Common BIOS settings to check:

  • SGX Factory Reset (enables clearing of previous registration)

  • TDX enablement (must be re-enabled after SGX reset)

  • TME (Total Memory Encryption) settings

    Without an SGX reset, the platform’s attestation evidence will not match expected values and Trustee will reject attestation requests.


Problem

Confidential containers failing due to TEE not enabled in BIOS

Solution

Verify that TDX or SEV-SNP is actually enabled at the BIOS/firmware level.

For Intel TDX:

Check BIOS settings according to the Intel TDX BIOS setup guide.

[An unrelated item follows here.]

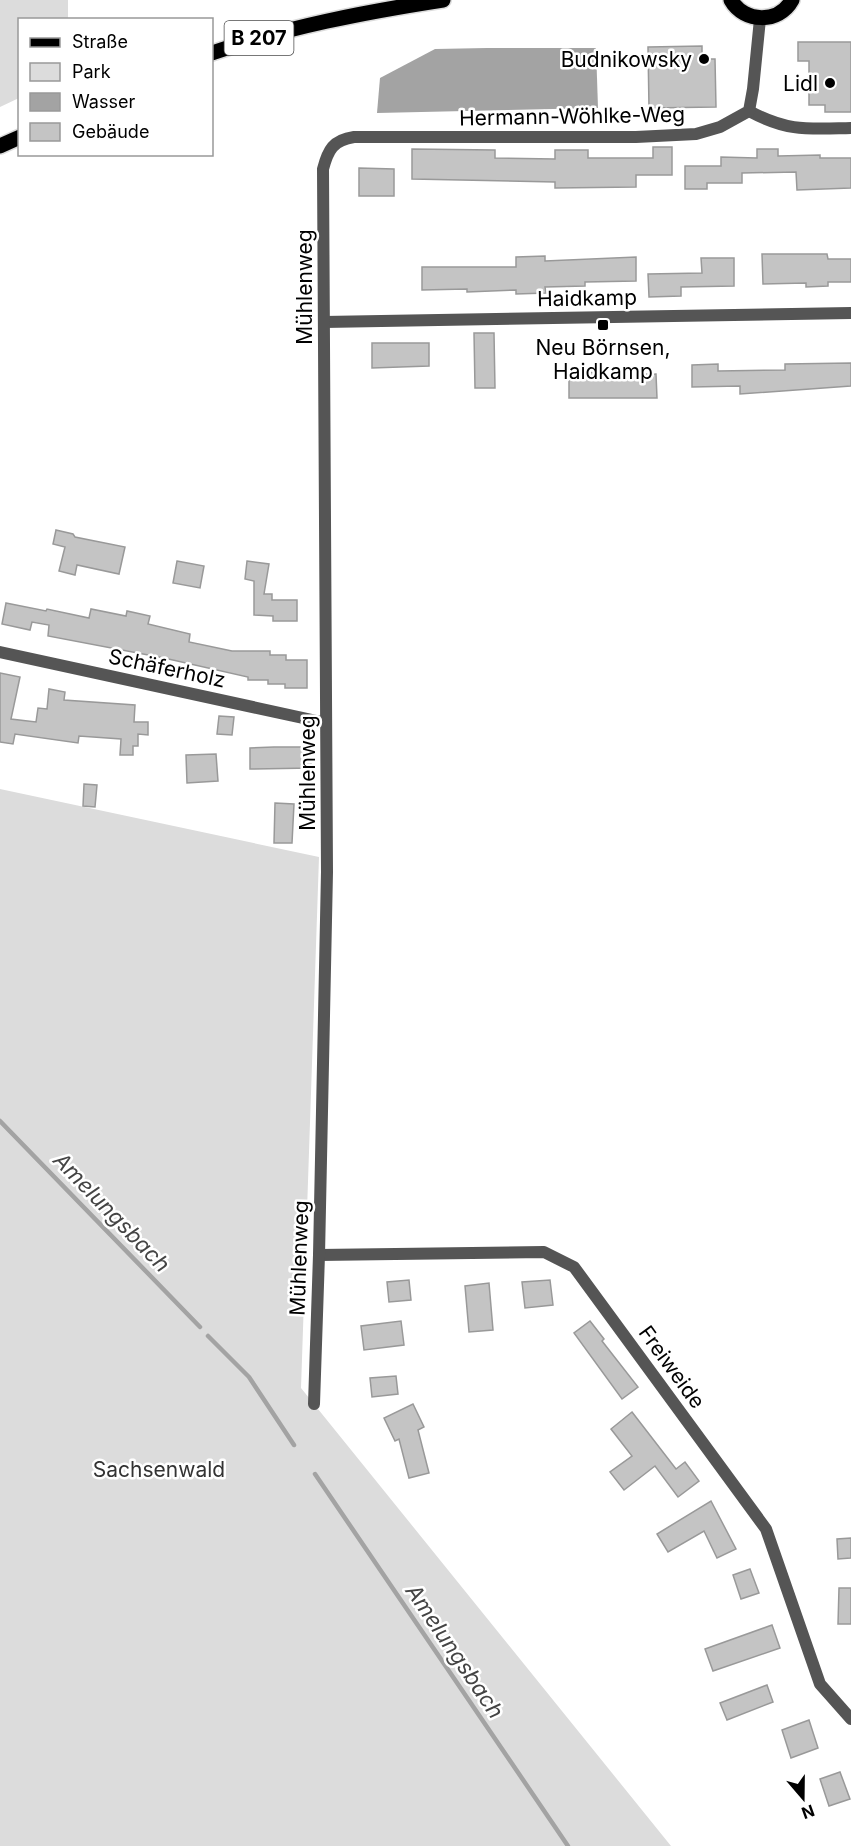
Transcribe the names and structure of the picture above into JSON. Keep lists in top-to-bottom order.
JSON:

Verify TDX is detected by the kernel:

oc debug node/<node-name> -- chroot /host dmesg | grep -i tdx

Expected: Messages indicating TDX initialization succeeded.

For AMD SEV-SNP:

Check BIOS settings according to the AMD SEV developer documentation and your hardware vendor’s TEE enablement guide.

Verify SEV-SNP is detected by the kernel:

oc debug node/<node-name> -- chroot /host dmesg | grep -i sev

Expected: Messages indicating SEV-SNP initialization succeeded.

If TEE capabilities are not detected at the kernel level, Node Feature Discovery (NFD) will not label nodes, and confidential runtime classes will not be schedulable. Fix the BIOS configuration before proceeding with pattern deployment.